START Data in this exercise
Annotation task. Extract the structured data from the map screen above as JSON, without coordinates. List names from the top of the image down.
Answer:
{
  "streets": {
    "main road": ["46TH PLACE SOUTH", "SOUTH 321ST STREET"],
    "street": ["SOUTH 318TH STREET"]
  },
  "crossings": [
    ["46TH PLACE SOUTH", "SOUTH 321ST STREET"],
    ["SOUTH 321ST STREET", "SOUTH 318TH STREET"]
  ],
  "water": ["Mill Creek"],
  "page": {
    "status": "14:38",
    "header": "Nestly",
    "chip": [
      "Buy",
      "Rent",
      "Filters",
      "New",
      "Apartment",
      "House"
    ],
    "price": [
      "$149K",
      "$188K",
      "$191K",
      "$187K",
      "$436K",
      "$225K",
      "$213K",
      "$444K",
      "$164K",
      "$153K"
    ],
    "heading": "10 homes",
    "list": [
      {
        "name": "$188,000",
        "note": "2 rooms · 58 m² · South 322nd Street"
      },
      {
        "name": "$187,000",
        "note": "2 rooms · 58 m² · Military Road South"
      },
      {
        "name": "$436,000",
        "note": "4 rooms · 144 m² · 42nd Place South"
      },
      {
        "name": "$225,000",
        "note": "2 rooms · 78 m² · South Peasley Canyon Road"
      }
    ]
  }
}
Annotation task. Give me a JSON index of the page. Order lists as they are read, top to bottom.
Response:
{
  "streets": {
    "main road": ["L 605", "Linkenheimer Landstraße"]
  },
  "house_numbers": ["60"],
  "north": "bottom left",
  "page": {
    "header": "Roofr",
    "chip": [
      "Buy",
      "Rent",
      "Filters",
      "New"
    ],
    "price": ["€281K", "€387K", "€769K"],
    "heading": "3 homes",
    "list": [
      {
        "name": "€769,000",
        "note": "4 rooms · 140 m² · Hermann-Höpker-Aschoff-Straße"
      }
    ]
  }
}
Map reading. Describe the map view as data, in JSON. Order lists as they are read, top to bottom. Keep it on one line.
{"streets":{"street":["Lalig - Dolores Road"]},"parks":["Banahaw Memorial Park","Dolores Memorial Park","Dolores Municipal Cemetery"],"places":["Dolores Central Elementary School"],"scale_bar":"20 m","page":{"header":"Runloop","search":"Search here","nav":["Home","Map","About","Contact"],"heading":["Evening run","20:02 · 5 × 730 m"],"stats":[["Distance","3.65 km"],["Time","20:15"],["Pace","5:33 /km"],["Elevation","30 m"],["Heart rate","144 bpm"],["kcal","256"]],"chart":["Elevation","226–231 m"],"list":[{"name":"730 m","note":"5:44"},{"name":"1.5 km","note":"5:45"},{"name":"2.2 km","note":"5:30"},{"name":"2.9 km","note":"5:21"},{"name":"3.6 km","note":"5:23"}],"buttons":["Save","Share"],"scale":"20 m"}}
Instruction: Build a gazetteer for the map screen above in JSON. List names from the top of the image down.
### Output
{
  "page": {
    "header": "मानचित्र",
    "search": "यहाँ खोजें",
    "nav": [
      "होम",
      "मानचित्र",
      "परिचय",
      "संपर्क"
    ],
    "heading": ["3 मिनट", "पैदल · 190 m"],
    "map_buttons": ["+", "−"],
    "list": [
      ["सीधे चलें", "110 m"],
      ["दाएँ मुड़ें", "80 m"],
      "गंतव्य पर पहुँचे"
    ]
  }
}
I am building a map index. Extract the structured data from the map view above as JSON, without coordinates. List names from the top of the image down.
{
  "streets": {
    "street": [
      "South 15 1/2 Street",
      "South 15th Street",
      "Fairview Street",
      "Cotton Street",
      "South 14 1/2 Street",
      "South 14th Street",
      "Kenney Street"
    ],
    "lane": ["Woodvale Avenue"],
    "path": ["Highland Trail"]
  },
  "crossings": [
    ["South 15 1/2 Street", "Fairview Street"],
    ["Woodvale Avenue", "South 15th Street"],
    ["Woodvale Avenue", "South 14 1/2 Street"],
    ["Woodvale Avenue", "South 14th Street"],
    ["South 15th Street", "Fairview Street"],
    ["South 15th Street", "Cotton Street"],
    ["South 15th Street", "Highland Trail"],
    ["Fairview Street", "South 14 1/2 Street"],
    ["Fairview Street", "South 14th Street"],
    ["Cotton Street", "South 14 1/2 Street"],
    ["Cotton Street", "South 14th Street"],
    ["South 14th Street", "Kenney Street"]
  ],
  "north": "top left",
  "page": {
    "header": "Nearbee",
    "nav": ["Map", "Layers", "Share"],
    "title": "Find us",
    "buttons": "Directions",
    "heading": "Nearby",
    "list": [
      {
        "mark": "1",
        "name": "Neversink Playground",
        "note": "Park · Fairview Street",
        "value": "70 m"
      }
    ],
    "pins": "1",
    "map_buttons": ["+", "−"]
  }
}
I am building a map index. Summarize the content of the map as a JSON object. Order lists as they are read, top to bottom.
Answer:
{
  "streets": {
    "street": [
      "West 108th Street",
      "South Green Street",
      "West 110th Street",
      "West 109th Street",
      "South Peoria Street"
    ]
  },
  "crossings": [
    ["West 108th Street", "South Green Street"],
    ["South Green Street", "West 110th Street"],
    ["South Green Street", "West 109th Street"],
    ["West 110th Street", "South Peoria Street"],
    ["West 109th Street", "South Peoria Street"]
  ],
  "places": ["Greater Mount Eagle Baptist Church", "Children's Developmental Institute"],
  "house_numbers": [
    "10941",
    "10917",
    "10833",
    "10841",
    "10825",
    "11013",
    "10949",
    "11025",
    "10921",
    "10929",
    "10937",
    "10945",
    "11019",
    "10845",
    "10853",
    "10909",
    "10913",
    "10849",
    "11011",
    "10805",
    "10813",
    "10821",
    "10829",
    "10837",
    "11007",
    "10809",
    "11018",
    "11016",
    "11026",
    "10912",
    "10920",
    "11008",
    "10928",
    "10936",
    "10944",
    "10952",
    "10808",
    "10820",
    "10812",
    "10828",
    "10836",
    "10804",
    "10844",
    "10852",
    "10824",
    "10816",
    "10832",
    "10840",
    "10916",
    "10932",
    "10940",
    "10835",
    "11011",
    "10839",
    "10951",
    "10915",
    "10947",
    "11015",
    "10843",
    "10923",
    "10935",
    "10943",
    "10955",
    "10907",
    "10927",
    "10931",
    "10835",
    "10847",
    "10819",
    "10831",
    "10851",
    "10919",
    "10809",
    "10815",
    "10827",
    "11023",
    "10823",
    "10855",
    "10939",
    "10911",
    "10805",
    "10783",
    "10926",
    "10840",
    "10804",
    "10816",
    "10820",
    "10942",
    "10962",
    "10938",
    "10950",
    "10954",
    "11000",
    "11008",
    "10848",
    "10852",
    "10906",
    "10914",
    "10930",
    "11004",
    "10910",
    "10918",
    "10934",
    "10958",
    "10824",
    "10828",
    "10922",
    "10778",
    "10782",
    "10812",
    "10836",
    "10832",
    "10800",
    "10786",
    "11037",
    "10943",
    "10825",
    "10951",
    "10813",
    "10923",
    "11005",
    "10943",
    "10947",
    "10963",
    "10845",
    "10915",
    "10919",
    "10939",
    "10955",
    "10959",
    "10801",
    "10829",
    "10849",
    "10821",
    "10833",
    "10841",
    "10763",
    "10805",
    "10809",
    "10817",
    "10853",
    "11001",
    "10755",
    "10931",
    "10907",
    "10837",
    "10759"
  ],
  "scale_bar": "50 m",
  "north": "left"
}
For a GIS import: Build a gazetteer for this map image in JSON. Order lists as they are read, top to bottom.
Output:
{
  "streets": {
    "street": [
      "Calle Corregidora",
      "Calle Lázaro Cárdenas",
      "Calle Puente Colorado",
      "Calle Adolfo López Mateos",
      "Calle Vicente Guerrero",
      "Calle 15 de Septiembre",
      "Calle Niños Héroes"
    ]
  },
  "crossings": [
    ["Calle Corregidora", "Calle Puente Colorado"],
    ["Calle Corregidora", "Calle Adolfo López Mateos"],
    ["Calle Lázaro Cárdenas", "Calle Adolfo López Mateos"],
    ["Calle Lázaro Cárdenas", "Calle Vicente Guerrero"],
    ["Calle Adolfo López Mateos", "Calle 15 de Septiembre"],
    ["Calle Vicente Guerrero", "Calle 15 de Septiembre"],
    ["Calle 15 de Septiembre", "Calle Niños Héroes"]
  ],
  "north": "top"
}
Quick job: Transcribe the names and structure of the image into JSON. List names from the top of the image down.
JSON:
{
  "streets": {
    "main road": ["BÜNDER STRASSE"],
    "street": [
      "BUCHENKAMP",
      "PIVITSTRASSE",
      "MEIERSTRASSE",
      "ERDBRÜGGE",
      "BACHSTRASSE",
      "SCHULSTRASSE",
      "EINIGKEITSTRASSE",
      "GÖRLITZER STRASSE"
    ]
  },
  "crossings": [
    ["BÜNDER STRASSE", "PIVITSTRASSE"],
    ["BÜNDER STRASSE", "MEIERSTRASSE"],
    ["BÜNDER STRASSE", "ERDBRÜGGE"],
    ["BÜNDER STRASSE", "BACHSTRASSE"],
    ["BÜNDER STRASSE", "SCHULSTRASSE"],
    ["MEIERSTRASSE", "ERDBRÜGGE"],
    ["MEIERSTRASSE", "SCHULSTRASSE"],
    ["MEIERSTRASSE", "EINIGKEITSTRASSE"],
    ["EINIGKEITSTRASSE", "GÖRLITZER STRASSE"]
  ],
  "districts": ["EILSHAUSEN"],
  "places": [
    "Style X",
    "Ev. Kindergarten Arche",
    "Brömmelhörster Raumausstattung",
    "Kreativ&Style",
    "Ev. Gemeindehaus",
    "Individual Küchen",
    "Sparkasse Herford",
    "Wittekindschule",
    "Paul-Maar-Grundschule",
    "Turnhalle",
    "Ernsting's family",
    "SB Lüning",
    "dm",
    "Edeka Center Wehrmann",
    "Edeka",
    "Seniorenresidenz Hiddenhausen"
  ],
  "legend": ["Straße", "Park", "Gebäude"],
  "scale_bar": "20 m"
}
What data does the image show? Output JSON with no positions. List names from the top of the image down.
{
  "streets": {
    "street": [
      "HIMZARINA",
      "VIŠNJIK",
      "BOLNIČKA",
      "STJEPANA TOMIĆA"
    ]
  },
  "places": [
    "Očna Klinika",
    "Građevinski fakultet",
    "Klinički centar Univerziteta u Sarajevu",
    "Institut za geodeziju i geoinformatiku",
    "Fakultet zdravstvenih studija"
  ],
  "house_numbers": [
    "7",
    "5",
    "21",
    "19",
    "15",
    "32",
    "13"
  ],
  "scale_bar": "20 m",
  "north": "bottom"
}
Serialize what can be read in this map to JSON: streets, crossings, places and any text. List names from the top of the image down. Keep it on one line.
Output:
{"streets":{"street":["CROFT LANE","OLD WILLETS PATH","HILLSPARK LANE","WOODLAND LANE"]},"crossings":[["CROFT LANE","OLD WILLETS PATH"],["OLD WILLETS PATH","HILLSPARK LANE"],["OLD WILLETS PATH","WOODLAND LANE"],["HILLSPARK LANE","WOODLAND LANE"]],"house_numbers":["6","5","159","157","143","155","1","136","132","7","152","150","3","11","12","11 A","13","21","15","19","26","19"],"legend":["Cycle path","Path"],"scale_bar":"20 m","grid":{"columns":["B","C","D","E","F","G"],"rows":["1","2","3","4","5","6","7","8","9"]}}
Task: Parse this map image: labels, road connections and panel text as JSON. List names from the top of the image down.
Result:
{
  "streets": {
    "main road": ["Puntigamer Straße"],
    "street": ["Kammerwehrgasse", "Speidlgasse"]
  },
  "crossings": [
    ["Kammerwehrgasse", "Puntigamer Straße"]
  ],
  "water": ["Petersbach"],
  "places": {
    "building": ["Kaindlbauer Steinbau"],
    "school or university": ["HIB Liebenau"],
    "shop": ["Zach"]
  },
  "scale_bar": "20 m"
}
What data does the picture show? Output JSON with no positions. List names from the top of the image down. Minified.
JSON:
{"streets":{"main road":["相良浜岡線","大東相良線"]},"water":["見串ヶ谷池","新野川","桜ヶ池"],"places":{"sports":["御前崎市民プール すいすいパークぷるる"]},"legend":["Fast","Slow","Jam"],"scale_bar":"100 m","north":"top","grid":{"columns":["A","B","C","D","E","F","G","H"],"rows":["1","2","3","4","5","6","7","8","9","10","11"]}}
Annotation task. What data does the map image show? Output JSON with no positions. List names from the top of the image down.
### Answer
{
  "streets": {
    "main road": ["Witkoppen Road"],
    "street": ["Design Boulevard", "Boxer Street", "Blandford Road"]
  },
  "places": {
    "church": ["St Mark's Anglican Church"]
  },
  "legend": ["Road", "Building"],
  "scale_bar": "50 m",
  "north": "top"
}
END Data in this exercise
Instructions to follow –
Copy out all the lines of the records that include "BACHSTRASSE".

Response –
      "BACHSTRASSE",
    ["BÜNDER STRASSE", "BACHSTRASSE"],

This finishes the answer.